Pogacar got a kicking on the Marie Blanque, but turned the tables already the next day. To me the all important retrospective question is what enabled this fairly unexpected and immediate reversal. Only parts of what I find relevant can be discussed here.
Was MB about Pog's cobwebs due to lack of racing? Perhaps, but OTOH he was firing on all cylinders from day one during shorter efforts. Was Jumbo's greed the driver of the comeback? This sure enabled Pog to strike back, but he also needed better legs than Vingo to do that. The day before he lacked what Vingo had. Was it day to day form fluctuations? Quite possible.
Week 2 Pogacar was on the drivers seat. In my opinion, however, his ability to put Vingo to the sword trended downwards during the week. Did fatigue creep up to him more than Vingo? Perhaps, he did lose some base training for sure. Or did he simply measure his efforts, like yesterday, both to gauge Vingo and save bullets for the TT? This is plausible too.
Moving forward, the important question is how their form trajectories evolve. If week 2 developments were driven by how the two fatigue, Pog may not have the base to peak properly as planned. His base level is high, of course, but the prep was not optimal. If tactics drove the developments, Pog will have the potential to peak next week. Unless of course tactics coincides with the form curve, and he has already expended some of the ammo required. After the reversal, my expectation was to Pog's form would continue to build throughout the week more than it did. That said, Pogacar appears very confident.
The other side of the coin is did Vingo improve or just weaken a bit less? Very hard to say. But in relative terms he did not weaken. In absolute terms they both are Pantani 1997 level. What I find odd is that vingo appears surprisingly tranquillo - as if he has it in the bag, despite only having a slender lead and losing time all week. Don't know if it is foolhardy confidence or what.

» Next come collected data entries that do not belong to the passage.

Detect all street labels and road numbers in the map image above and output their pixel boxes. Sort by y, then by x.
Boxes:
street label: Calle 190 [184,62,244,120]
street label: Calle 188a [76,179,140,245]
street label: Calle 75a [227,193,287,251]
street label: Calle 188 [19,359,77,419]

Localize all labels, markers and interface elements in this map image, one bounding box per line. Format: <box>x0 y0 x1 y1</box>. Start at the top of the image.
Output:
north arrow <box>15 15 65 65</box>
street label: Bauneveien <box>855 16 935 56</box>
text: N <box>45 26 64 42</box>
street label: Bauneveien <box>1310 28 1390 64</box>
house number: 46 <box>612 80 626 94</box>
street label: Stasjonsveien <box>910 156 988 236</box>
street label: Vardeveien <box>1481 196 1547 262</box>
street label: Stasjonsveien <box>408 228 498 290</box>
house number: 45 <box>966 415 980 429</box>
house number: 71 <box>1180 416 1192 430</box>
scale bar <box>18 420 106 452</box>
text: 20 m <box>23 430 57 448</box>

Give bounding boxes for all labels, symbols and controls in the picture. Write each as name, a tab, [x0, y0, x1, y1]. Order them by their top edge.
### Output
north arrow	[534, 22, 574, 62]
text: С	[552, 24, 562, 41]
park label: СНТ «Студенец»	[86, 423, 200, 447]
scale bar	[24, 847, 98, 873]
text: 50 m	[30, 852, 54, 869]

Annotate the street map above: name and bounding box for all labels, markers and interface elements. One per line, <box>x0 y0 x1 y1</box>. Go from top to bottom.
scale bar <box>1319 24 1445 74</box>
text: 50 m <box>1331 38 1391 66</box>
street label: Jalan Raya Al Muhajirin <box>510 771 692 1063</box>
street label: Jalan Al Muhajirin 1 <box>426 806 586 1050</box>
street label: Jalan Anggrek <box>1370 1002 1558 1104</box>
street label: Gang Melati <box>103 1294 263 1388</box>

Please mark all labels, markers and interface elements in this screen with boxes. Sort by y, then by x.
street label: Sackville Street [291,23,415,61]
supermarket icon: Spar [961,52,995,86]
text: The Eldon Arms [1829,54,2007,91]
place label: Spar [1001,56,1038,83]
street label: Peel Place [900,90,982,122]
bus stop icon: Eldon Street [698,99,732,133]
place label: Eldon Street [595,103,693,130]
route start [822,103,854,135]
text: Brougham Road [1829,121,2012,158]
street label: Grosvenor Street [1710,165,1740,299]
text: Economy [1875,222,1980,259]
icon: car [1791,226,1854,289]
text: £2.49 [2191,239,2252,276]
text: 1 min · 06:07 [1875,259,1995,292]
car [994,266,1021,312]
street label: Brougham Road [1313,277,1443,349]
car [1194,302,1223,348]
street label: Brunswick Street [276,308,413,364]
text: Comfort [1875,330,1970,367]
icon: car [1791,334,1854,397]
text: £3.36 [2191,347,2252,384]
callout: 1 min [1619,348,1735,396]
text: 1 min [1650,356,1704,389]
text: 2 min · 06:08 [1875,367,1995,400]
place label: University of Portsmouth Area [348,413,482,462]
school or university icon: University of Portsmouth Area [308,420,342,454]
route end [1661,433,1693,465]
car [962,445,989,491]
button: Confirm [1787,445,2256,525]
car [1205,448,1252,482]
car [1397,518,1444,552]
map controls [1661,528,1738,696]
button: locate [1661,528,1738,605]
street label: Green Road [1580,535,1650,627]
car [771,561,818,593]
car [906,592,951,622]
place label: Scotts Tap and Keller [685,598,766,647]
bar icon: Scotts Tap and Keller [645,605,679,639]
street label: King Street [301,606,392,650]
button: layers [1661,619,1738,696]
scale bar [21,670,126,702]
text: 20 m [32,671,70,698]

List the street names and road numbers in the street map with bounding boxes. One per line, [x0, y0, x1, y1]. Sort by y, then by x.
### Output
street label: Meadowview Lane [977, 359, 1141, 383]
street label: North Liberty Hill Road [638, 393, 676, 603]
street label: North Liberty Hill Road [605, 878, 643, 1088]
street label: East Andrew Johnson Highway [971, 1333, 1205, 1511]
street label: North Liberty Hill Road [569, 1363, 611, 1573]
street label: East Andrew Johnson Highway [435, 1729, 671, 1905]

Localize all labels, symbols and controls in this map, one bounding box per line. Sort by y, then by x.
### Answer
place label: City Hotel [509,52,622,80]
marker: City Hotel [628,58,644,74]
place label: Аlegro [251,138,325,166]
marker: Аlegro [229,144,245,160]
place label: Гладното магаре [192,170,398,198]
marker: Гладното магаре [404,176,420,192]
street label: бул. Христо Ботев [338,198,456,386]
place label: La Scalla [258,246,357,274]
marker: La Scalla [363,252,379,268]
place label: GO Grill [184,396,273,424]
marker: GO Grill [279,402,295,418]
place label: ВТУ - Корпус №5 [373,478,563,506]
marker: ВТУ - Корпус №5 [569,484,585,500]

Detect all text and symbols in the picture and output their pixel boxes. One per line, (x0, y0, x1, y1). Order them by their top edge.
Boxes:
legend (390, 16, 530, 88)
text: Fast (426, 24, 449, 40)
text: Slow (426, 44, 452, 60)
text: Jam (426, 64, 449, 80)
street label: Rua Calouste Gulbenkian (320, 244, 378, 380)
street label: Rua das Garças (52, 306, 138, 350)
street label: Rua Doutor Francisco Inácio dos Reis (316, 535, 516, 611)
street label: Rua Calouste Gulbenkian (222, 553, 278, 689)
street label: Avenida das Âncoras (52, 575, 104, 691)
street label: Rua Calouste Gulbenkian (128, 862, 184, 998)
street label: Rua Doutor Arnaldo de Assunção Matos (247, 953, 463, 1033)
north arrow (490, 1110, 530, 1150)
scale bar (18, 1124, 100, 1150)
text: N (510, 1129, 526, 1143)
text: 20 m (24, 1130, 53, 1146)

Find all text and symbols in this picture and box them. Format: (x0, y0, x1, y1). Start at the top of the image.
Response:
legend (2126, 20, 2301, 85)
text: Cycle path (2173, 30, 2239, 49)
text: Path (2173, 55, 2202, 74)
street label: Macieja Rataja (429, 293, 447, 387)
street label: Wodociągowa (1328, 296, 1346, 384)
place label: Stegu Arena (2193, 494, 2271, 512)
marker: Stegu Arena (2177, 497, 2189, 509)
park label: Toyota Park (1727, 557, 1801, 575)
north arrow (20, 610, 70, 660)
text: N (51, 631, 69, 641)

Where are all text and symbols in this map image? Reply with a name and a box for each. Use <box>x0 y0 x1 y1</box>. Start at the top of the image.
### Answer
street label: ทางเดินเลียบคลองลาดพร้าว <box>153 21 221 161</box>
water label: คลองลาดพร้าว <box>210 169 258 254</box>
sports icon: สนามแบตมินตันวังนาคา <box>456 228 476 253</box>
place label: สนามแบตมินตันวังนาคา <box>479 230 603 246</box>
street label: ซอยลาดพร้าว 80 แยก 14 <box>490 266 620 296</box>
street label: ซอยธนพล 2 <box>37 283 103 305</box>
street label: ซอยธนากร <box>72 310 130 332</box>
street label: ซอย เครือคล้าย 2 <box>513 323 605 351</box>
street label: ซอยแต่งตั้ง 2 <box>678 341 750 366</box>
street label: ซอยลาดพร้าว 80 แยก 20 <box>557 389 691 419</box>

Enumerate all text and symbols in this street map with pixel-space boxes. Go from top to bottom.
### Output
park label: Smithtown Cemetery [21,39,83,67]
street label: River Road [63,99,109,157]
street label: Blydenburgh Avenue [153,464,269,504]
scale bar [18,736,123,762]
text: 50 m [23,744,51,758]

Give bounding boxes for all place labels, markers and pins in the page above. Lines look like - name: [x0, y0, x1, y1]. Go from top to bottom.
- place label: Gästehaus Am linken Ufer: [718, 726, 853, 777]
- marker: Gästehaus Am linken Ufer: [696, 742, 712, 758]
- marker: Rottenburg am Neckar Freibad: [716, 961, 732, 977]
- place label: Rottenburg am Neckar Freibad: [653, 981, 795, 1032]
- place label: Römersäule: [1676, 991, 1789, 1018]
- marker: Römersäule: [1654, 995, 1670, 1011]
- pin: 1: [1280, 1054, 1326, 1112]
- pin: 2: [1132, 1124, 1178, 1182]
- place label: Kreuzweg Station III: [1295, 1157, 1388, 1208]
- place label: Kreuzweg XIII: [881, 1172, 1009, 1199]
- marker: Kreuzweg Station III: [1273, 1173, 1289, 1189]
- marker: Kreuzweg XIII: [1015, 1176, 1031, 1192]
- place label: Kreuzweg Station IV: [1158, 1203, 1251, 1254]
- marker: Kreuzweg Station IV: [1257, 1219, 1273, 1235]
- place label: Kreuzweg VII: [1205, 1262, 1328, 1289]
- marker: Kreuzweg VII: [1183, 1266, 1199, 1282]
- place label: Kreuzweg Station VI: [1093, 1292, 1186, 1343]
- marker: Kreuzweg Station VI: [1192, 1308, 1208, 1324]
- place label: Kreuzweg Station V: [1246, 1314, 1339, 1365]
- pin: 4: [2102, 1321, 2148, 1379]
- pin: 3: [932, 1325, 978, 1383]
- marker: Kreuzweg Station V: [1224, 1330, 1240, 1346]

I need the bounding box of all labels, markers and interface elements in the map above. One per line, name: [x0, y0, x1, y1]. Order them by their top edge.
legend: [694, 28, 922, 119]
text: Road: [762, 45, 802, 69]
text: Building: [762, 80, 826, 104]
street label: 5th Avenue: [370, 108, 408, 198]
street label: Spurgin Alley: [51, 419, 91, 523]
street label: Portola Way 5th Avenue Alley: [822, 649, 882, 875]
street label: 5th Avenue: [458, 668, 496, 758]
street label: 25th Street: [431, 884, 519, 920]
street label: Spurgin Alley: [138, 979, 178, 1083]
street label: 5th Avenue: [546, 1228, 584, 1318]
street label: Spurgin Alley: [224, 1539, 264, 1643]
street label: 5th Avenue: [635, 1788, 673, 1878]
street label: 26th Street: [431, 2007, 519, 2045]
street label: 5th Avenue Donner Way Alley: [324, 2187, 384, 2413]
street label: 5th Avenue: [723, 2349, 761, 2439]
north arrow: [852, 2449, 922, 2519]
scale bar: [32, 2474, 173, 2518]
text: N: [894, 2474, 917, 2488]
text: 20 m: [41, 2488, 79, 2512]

Teams and TT equipment will also be relevant, but I am too lazy and pedestrian to analyse them.
So, prediction time.
Scenario 1: Pog's limited base allows for one more monster performance in the TT. He takes the yellow and leads by 15-20sec going to the Loze stage. Jumbo rides like maniacs from the go, Vingo goes long on the Loze and drops Pog as his base caves in. Vingo wins the tour.
Scenario 2: Pog has enough base, peaks and takes the TT by 20-30sec. On the Loze he either defends succesfully to stalemate or drops Vingo there, thus demolishing the hypothesis that altitude after hard stages is his kryptonite. Pog wins the tour.
If there is one thing I believe in in endurance sports it's base, so I'll bite the bullet and go with scenario 1.
People will know that I support anyone but Pog to win, mainly because I don't want anyone to win it all. It's insulting to intelligence in the age of specialisation (division of labor).
But assume the main protagonists roles were reversed. That is, Vingo lacks some base due to missed training and we witnessed a similar development of racing performances with reversed roles -- I would not blink an eye saying that Pog takes the tour.